* _Activity_: In the entries that follow, the lines from the one with "M270,805L432,771" through the one with "<!-- route -->" are the ones to write out, exactly and with both ends included. Nothing else should appear.

* _Records for processing_:
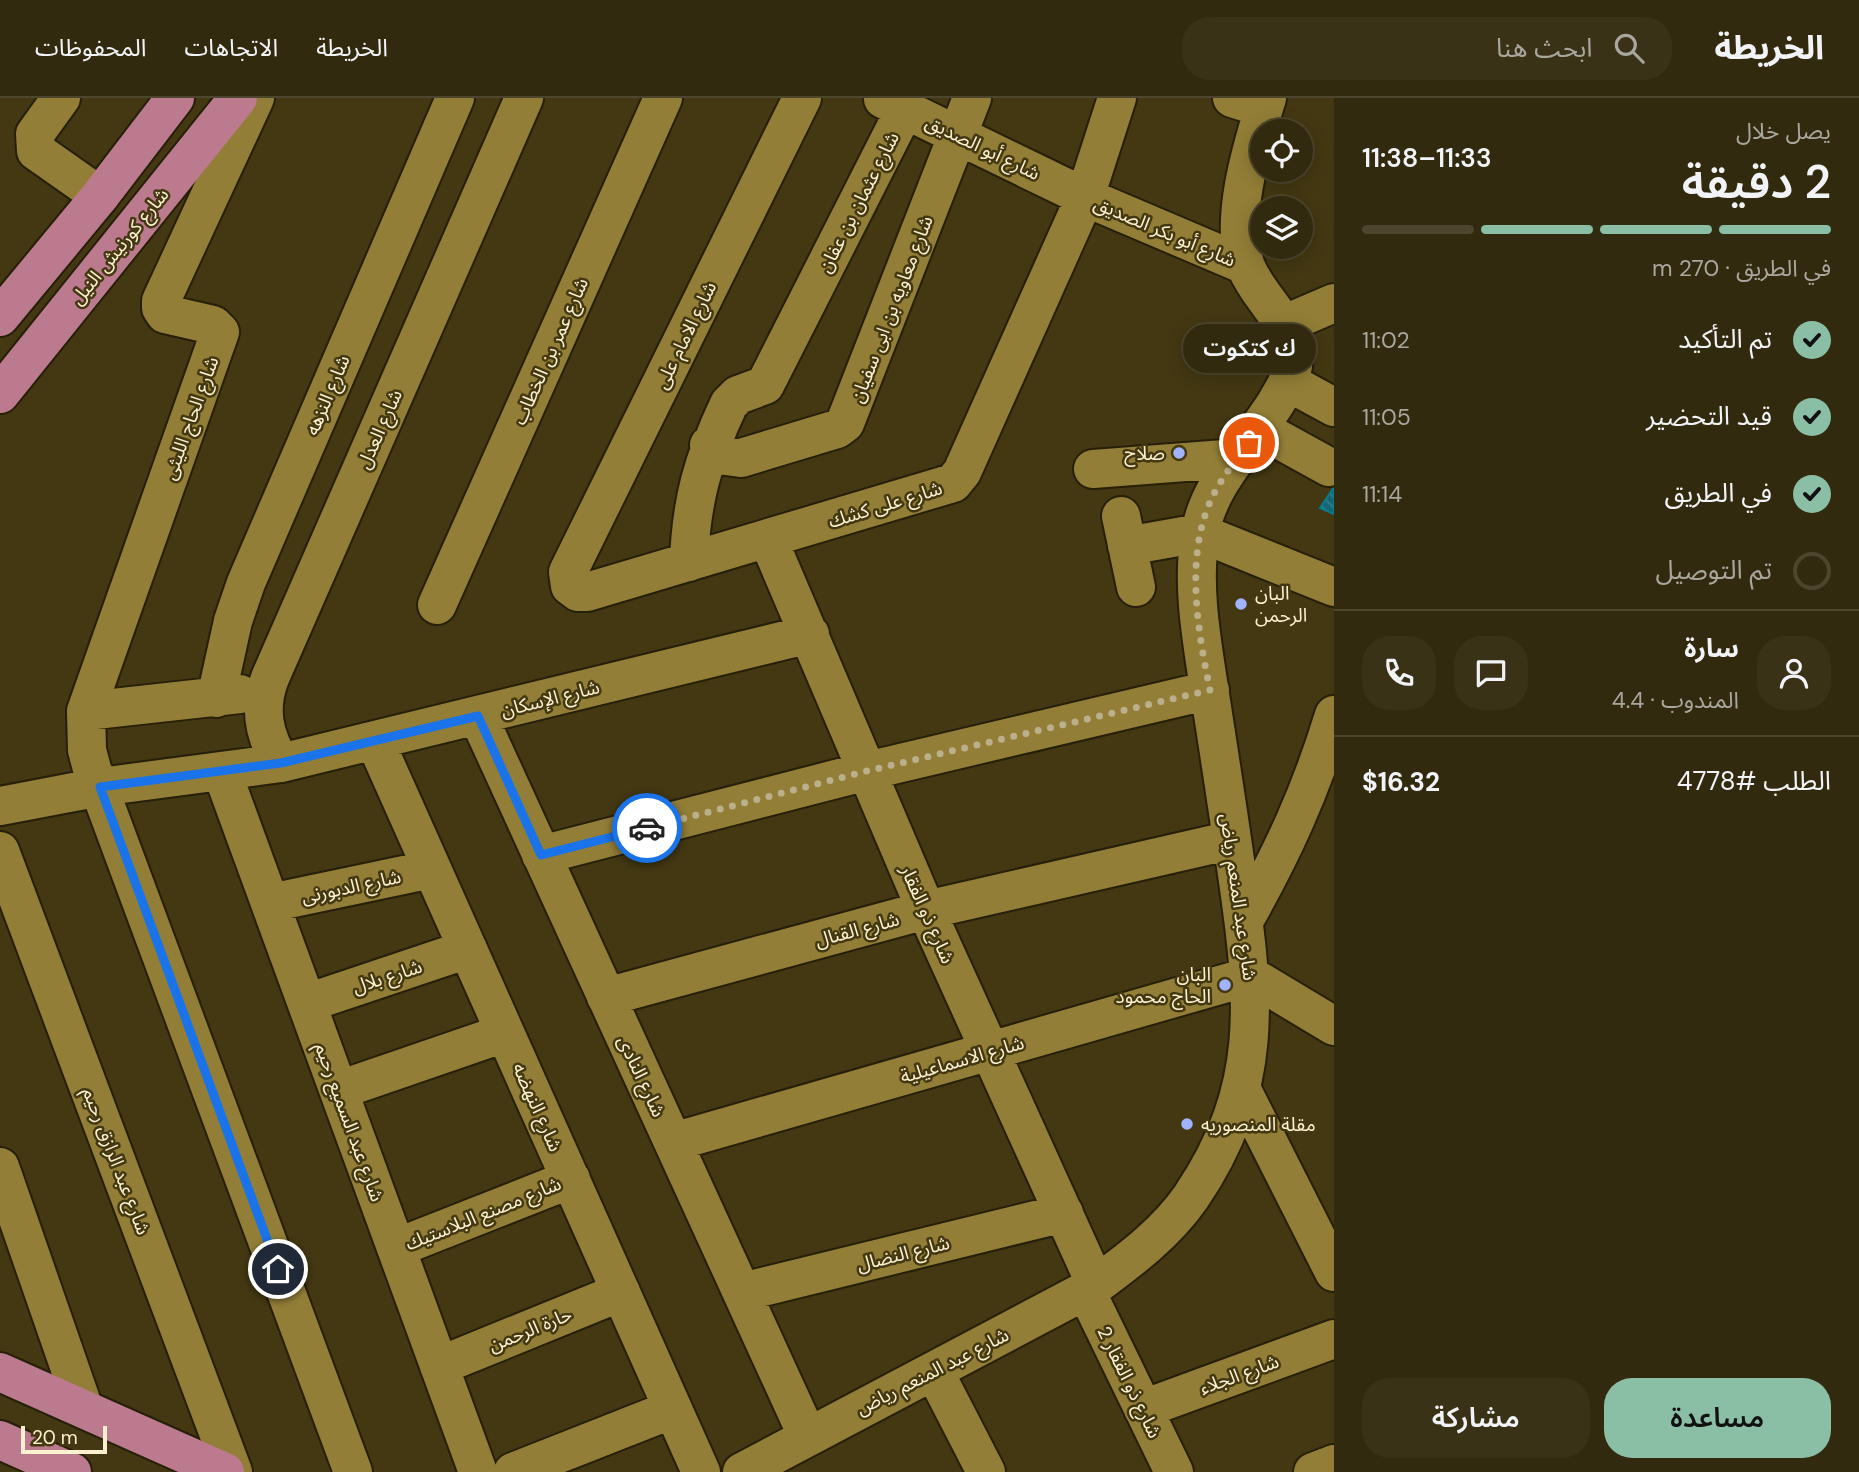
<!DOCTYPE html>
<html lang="ar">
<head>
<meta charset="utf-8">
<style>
  :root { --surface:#322a0e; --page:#3a3217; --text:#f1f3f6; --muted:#a8a79e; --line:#4d462e; --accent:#8abfa5 }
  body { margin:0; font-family:"DM Sans","Noto Sans Arabic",sans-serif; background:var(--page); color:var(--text); direction:rtl; height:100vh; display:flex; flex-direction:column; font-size:26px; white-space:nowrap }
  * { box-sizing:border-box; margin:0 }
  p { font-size:23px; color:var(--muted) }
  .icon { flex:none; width:38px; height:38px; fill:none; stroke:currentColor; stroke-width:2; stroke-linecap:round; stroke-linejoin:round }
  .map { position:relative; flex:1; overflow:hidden; direction:ltr }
  .panel { display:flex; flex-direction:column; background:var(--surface); width:525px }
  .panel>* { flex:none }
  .fabs { position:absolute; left:1250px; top:21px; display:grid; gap:14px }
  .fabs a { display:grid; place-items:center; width:63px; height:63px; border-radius:50%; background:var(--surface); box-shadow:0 4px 18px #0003,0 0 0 2px var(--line); font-size:35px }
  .scale { position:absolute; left:21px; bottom:18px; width:86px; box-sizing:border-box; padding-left:7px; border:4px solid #fcf1ce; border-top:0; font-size:19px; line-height:24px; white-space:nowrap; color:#fcf1ce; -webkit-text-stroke:5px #433812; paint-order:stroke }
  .pin { position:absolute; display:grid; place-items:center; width:60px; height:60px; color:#fff; margin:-30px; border:4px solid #fff; border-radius:50%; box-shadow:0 2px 7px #0007 }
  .courier { position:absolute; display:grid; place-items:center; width:70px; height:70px; margin:-35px; border:5px solid #1a73e8; border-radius:50%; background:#fff; color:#222; box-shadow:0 2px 9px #0007 }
  .bubble { position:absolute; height:49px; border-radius:24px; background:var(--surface); box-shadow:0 4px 18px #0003,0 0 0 2px var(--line); font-size:23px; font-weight:600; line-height:49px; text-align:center; direction:rtl }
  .summary em { font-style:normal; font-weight:600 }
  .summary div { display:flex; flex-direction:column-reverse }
  .summary { display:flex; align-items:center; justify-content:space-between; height:119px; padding:0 28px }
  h1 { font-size:46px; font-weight:600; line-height:52px }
  .bar { display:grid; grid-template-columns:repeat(4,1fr); gap:10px 7px; align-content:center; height:84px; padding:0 28px }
  .bar i { height:9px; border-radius:5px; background:var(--line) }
  .bar .active { background:var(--accent) }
  .bar p { grid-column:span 4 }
  .line { display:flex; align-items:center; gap:18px; padding:0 28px; border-top:2px solid var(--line) }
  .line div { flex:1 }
  .round { display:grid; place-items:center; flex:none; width:74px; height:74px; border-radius:28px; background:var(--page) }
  ol { padding:0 28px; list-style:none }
  li { display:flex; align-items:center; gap:21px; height:77px }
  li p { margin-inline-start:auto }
  li .icon { padding:7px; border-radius:50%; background:var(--accent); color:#111; stroke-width:4 }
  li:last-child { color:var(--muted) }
  li i { width:38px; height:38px; border:4px solid var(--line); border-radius:50% }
  .primary-button { display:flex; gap:14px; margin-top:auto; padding:14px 28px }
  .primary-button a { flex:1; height:80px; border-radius:28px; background:var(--accent); color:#111; font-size:28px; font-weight:600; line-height:80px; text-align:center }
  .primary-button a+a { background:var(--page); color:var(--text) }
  header { display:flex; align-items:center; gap:42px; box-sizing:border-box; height:98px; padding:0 35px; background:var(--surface); border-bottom:2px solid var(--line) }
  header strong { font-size:33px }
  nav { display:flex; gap:38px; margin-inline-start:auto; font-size:24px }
  .search { width:490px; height:63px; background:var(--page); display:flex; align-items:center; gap:18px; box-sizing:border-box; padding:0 24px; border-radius:28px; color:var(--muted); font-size:26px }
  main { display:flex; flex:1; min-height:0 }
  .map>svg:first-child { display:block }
</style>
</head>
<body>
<header>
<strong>الخريطة</strong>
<div class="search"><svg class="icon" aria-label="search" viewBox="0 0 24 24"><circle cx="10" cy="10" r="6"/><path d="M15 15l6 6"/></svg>ابحث هنا</div>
<nav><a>الخريطة</a><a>الاتجاهات</a><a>المحفوظات</a></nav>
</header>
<main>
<section class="panel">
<div class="summary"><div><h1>2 دقيقة</h1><p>يصل خلال</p></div><em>11:33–11:38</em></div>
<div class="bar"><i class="active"></i><i class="active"></i><i class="active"></i><i></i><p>في الطريق · 270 m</p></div>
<ol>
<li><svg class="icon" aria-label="check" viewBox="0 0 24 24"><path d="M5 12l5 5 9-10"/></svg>تم التأكيد<p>11:02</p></li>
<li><svg class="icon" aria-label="check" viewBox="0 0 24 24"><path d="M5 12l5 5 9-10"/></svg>قيد التحضير<p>11:05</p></li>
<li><svg class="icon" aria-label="check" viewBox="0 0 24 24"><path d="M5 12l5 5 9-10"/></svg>في الطريق<p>11:14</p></li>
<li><i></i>تم التوصيل</li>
</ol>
<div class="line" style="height:126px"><a class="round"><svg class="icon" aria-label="person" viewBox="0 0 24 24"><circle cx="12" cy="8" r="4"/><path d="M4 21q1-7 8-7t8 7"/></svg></a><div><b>سارة</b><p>المندوب · 4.4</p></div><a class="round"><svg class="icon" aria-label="chat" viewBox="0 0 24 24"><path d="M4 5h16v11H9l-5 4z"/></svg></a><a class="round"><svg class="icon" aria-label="phone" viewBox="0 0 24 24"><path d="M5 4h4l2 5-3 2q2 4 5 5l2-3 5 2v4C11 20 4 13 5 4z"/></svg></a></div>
<div class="line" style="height:91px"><div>الطلب #4778</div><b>$16.32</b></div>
<div class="primary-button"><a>مساعدة</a><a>مشاركة</a></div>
</section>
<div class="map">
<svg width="1334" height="1374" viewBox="0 0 1334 1374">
  <defs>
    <pattern id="building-back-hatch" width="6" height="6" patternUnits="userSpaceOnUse" patternTransform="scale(1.75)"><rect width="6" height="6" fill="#166674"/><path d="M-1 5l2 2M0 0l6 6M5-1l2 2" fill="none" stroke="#397c87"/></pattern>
  </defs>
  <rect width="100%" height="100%" fill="#433812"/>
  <!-- building -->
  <path fill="url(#building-back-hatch)" stroke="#057e91" stroke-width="2" d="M1334,389V416L1320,410Z"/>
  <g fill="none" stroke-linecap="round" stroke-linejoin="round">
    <defs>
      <path id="minor" d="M61,0L35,36L36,53L100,98
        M255,0L161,203V210L165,216L213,227L220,234L86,613L87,652L92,671L353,1374
        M802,0L568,474L570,488L578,494H587L953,385L962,374L1085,99L1117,0
        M1232,0L1264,10
        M883,1L1085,99L1245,167
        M1285,226L1334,205
        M1288,284L1334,309
        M1260,331L1329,369
        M709,347L726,358L741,360L837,331L845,325L972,0
        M1093,371L1238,360
        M1121,418L1136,489
        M768,441L926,812L1096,1187
        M1127,448L1200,435L1334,489
        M689,464C691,403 703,361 729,306L738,297L765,287L905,11
        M437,507L663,0
        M216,600L233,523L246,485L455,0
        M86,613L240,596
        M478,618L807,1337
        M375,643L701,1374
        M281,665C264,638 258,611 270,580L524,0
        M222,674L478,1374
        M0,708L100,689L281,665L810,536
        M0,753L233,1374
        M541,757L867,673L1210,592
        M270,805L432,771
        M1244,823C1283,754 1311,693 1334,617
        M606,899L926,812L1232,742
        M307,905L468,851
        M339,992L505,935
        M1242,992L1334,1174
        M673,1044L1251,878L1334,928
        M0,1069L84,1311
        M396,1150L571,1081
        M1086,1193L1174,1374
        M742,1194L1064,1115
        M439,1268L621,1194
        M934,1273L986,1374
        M1143,1311L1334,1241
        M513,1374L673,1311
        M742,1374L1096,1187C1131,1161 1166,1135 1191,1099C1265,990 1255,900 1237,776C1229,719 1220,661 1211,603C1203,548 1191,492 1200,436C1208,385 1251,346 1277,303C1283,292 1291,281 1293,268C1297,227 1262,205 1247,171C1227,126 1253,45 1267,0
        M1313,1374L1334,1366"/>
      <path id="major" d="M0,219L100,98L175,0
        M0,296L238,0
        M0,1274L225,1374
        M0,1342L72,1374"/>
    </defs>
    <!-- minor casing -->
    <use href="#minor" stroke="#261f09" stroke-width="42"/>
    <!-- major casing -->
    <use href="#major" stroke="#261f09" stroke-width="42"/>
    <!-- minor -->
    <use href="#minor" stroke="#927e36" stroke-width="38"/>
    <!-- major -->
    <use href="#major" stroke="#bc7a8e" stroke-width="38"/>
  </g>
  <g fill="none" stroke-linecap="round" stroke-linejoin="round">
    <!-- done -->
    <path stroke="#bbb08c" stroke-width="7" stroke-dasharray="0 12.6" d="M647,730L867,673L1210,592C1198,534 1186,465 1208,409C1217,385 1234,365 1249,345"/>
    <!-- route -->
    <path stroke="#1a73e8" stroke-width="9" d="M278,1171L100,689L281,665L478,618L541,757L647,730"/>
  </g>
  <!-- markers -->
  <g fill="#a1b3fd" stroke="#433812" stroke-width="2.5">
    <circle cx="1179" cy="355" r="7"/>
    <circle cx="1241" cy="506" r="7"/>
    <circle cx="1225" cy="887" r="7"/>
    <circle cx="1187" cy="1026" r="7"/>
  </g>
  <g text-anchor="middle" stroke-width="5" stroke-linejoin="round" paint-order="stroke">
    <!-- street labels -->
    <g font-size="19" fill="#fcf1ce" stroke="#433812">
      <text transform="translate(983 49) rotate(26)" y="7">شارع أبو الصديق</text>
      <text transform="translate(858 104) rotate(-63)" y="7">شارع عثمان بن عفان</text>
      <text transform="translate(1165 133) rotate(23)" y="7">شارع أبو بكر الصديق</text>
      <text transform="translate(119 148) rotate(-51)" y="7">شارع كورنيش النيل</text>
      <text transform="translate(891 211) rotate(-69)" y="7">شارع معاويه بن ابى سفيان</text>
      <text transform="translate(685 237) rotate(-64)" y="7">شارع الامام على</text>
      <text transform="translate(550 253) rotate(-66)" y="7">شارع عمر بن الخطاب</text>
      <text transform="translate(327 297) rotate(-67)" y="7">شارع النزهه</text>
      <text transform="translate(190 320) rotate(-70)" y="7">شارع الحاج الليثى</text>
      <text transform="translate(379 331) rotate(-66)" y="7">شارع العدل</text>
      <text transform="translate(885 406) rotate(-17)" y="7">شارع على كشك</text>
      <text transform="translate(550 600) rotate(-14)" y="7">شارع الإسكان</text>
      <text transform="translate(351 788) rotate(-12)" y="7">شارع الدبورنى</text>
      <text transform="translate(1239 799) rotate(82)" y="7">شارع عبد المنعم رياض</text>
      <text transform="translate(928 816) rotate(66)" y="7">شارع ذو الفقار</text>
      <text transform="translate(857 831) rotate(-15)" y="7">شارع القنال</text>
      <text transform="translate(387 878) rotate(-18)" y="7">شارع بلال</text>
      <text transform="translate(962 961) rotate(-16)" y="7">شارع الاسماعيلية</text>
      <text transform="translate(642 978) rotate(65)" y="7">شارع النادى</text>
      <text transform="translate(538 1009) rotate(66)" y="7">شارع النهضه</text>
      <text transform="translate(350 1024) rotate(70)" y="7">شارع عبد السميع رحيم</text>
      <text transform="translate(117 1063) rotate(69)" y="7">شارع عبد الرازق رحيم</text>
      <text transform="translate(483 1115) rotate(-22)" y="7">شارع مصنع البلاستيك</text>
      <text transform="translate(903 1155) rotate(-14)" y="7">شارع النضال</text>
      <text transform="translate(530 1231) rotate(-22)" y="7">حارة الرحمن</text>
      <text transform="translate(932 1273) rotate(-27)" y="7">شارع عبد المنعم رياض</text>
      <text transform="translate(1239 1276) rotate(-20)" y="7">شارع الجلاء</text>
      <text transform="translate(1130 1284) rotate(64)" y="7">شارع ذو الفقار 2</text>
    </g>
    <!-- poi labels -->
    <g font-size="19" fill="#fcf1ce" stroke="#433812" text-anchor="end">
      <text x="1165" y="362">صلاح</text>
      <text x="1255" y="502" text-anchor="start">البان<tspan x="1255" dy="22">الرحمن</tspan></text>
      <text x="1211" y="883">البان<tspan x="1211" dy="22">الحاج محمود</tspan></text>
      <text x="1201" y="1033" text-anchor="start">مقلة المنصوريه</text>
    </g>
  </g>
</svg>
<div class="fabs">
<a><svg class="icon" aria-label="locate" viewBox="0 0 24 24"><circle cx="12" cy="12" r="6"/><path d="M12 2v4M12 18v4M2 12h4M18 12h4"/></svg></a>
<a><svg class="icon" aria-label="layers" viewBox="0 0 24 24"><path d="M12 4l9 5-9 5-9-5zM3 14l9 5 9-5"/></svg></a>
</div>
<div class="scale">20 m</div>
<div class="pin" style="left:1249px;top:345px;background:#ea580c"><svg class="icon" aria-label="bag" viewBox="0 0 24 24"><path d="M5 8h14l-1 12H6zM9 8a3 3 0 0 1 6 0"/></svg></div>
<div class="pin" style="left:278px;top:1171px;background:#1f2937"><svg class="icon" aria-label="home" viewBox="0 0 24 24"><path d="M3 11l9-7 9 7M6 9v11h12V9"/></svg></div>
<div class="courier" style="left:647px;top:730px"><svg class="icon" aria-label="car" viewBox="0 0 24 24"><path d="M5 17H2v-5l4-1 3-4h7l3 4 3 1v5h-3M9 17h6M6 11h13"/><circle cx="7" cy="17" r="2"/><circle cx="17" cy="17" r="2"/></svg></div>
<div class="bubble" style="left:1183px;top:226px;width:133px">ك كتكوت</div>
</div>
</main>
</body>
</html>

* _Your response_:
        M270,805L432,771
        M1244,823C1283,754 1311,693 1334,617
        M606,899L926,812L1232,742
        M307,905L468,851
        M339,992L505,935
        M1242,992L1334,1174
        M673,1044L1251,878L1334,928
        M0,1069L84,1311
        M396,1150L571,1081
        M1086,1193L1174,1374
        M742,1194L1064,1115
        M439,1268L621,1194
        M934,1273L986,1374
        M1143,1311L1334,1241
        M513,1374L673,1311
        M742,1374L1096,1187C1131,1161 1166,1135 1191,1099C1265,990 1255,900 1237,776C1229,719 1220,661 1211,603C1203,548 1191,492 1200,436C1208,385 1251,346 1277,303C1283,292 1291,281 1293,268C1297,227 1262,205 1247,171C1227,126 1253,45 1267,0
        M1313,1374L1334,1366"/>
      <path id="major" d="M0,219L100,98L175,0
        M0,296L238,0
        M0,1274L225,1374
        M0,1342L72,1374"/>
    </defs>
    <!-- minor casing -->
    <use href="#minor" stroke="#261f09" stroke-width="42"/>
    <!-- major casing -->
    <use href="#major" stroke="#261f09" stroke-width="42"/>
    <!-- minor -->
    <use href="#minor" stroke="#927e36" stroke-width="38"/>
    <!-- major -->
    <use href="#major" stroke="#bc7a8e" stroke-width="38"/>
  </g>
  <g fill="none" stroke-linecap="round" stroke-linejoin="round">
    <!-- done -->
    <path stroke="#bbb08c" stroke-width="7" stroke-dasharray="0 12.6" d="M647,730L867,673L1210,592C1198,534 1186,465 1208,409C1217,385 1234,365 1249,345"/>
    <!-- route -->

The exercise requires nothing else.